Mathias Döpfner äußert als Präsident des Bundesverbands Deutscher Zeitungsverleger Zweifel am Auftritt von Journalisten auf Twitter und Facebook. Er empfiehlt in einem Interview größte Zurückhaltung, wenn nicht gar totale Enthaltsamkeit.

"Haltung ist oft wichtiger als Handwerk, Weltanschauung wichtiger als Anschauung", sagt Mathias Döpfner im Gespräch mit dpa.
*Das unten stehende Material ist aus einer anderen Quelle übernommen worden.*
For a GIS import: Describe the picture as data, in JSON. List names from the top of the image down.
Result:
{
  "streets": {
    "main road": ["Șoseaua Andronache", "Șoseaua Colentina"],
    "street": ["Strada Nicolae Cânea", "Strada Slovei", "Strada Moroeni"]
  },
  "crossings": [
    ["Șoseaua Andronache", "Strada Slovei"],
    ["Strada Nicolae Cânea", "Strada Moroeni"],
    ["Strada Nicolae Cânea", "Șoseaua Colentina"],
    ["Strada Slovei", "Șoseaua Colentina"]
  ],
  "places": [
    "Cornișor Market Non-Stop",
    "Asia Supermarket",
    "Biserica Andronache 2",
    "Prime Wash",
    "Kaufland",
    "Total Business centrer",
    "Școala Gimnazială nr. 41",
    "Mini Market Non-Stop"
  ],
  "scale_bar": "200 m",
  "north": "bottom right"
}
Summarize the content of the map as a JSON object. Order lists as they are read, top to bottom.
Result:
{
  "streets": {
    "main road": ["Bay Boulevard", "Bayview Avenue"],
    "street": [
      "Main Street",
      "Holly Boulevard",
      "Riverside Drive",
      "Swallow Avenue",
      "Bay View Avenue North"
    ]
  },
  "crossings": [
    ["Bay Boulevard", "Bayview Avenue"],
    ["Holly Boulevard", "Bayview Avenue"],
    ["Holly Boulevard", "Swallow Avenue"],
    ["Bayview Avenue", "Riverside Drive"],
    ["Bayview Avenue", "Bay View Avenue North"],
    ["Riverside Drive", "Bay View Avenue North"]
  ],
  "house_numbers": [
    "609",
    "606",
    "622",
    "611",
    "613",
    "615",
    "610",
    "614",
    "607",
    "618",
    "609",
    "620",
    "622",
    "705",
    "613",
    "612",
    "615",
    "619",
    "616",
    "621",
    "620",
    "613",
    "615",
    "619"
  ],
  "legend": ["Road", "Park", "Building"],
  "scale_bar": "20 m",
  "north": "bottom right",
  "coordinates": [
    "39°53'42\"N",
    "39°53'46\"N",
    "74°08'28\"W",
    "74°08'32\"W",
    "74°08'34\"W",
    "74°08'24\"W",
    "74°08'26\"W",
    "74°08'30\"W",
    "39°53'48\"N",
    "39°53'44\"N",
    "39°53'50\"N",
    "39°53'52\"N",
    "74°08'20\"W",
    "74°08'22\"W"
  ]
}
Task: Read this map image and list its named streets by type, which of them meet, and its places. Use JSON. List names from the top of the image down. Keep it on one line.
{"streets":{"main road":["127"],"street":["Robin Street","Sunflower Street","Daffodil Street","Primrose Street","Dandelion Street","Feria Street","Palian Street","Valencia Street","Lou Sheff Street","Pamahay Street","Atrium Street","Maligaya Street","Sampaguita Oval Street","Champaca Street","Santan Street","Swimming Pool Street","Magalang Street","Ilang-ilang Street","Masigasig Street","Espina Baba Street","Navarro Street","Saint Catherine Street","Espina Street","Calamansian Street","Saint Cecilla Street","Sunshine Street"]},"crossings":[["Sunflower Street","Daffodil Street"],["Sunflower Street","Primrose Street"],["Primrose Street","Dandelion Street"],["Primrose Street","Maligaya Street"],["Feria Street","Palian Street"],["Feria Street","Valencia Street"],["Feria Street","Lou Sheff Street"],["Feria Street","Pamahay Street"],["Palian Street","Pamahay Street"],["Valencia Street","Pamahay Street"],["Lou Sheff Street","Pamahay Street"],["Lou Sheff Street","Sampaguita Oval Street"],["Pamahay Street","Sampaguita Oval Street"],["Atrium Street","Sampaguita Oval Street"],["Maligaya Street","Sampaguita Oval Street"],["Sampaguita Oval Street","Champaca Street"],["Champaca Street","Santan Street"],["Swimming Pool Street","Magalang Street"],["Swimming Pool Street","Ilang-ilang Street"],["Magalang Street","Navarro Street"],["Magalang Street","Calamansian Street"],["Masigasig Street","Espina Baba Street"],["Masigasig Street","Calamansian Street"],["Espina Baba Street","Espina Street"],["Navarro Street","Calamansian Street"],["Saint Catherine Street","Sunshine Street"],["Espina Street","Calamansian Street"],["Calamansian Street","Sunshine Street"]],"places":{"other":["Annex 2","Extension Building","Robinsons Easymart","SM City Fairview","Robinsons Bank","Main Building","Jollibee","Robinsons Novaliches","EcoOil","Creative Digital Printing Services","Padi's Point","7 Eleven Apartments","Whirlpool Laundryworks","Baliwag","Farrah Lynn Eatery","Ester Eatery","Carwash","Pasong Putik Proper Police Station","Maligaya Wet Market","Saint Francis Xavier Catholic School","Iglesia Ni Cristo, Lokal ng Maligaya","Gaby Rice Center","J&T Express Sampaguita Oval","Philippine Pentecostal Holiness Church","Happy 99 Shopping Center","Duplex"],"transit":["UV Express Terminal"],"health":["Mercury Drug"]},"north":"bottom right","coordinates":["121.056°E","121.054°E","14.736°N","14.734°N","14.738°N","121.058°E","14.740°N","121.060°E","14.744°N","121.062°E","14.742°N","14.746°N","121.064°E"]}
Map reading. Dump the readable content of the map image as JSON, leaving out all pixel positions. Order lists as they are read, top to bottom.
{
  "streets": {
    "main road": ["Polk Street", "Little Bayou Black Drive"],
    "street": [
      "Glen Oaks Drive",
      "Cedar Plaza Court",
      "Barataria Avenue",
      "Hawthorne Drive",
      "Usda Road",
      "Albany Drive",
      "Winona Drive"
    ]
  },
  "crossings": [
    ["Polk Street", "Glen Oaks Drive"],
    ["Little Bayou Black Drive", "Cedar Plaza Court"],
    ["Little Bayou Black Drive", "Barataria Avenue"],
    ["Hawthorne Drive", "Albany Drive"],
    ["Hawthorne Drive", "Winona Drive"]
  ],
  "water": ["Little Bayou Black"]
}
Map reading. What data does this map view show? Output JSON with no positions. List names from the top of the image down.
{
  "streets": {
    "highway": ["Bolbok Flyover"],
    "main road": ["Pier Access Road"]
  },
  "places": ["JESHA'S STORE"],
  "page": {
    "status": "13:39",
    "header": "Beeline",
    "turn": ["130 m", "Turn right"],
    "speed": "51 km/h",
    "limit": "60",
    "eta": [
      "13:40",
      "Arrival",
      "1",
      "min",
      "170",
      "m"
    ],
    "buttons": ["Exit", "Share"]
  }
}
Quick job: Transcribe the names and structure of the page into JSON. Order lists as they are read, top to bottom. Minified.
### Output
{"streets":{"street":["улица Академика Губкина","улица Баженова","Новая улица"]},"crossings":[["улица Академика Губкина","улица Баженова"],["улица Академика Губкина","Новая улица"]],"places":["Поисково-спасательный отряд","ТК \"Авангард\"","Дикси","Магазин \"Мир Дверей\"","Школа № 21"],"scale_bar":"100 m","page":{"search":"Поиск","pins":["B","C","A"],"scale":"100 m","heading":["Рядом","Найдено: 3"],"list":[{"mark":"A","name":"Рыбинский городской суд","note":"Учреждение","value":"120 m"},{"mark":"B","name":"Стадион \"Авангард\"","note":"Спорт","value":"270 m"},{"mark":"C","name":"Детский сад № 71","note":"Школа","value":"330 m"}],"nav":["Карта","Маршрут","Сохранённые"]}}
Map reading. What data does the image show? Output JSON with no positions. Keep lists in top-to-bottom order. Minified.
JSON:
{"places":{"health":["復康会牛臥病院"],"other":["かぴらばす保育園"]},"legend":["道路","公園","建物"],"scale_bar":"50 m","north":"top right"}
Dem Vorstandsvorsitzenden von Axel Springer erscheint der Auftritt von Journalisten in sozialen Medien "zunehmend problematisch". Die Vorstellung, dass Medienvertreter rein privat twittern oder auf Facebook posten, sei absurd, kein Mensch könne das unterscheiden. "Ein Chefredakteur oder Redakteur ist dort keine private Person." Journalisten hätten ja eine gute Plattform, um sich auszudrücken: "Ihr Medium." Warum sollten sie ihre Erkenntnisse, Gedanken und Inhalte verschenken, um Twitter zu Exklusivnachrichten oder Kurzkommentaren verhelfen, fragt Döpfner.

Auch die jüngste Twitter-Aktion #Nazisraus in Richtung AfD sei "höchst problematisch". Der Hashtag sei ein Zeichen für die zunehmende Unfähigkeit, durch Argumente eine Partei zu entzaubern, die außer Zorn und Ressentiment nicht viel zu bieten habe. "Journalisten sollten dafür besonders sensibilisiert sein." Solche Statements förderten ein intolerantes Meinungsklima und eine intellektuelle Unfähigkeit, mit anderen Meinungen und unterschiedlichen Auffassungen weltoffen und zivilisiert umzugehen. Er habe kein Verständnis, wenn sich Journalisten damit selber stilisierten. 

Döpfner geht in dem Interview mit dpa auch mit der Printmedien-Branche hart ins Gericht: "Ich will nicht verallgemeinern, das gilt niemals für alle. Aber leider haben sich entsprechende Geisteshaltungen in ganz verschiedenen Verlagen und Redaktionen eingenistet und dazu geführt, dass es zu einer tiefen Entfremdung zwischen Leserinnen und Lesern und den journalistischen Angeboten gekommen ist." Das bedeute nicht, den Lesern nach dem Mund zu reden, aber genauer zu wissen, was wen wie interessiere.

In einem Brief an die Verleger zum neuen Jahr ermutigte Döpfner am Montag die BDZV-Mitglieder, sich 2019 auf ihre Kernaufgaben zu besinnen und sich die Glaubwürdigkeit wieder zu verdienen. "Denn nur so können wir die Populisten und Feinde der Pressefreiheit in ihre Schranken weisen. Auch nach dem Fälschungsskandal um den früheren "Spiegel"-Reporter Claas Relotius werde man sich nicht als "Lügenpresse" verunglimpfen lassen.

"Das Problem, dass einstweilen aus dem 'Sturmgeschütz der Demokratie' ein 'Luftgewehr der Fantasie' geworden ist, das muss der 'Spiegel' lösen", so Döpfner gegenüber dpa. Dafür habe das Blatt gute Chancen mit seinem neuen, unbelasteten Chefredakteur. Eine ähnliche Einstellung wie beim "Spiegel" herrsche in vielen Redaktionen und Jurys für Reporterpreise. "Haltung ist oft wichtiger als Handwerk, Weltanschauung wichtiger als Anschauung."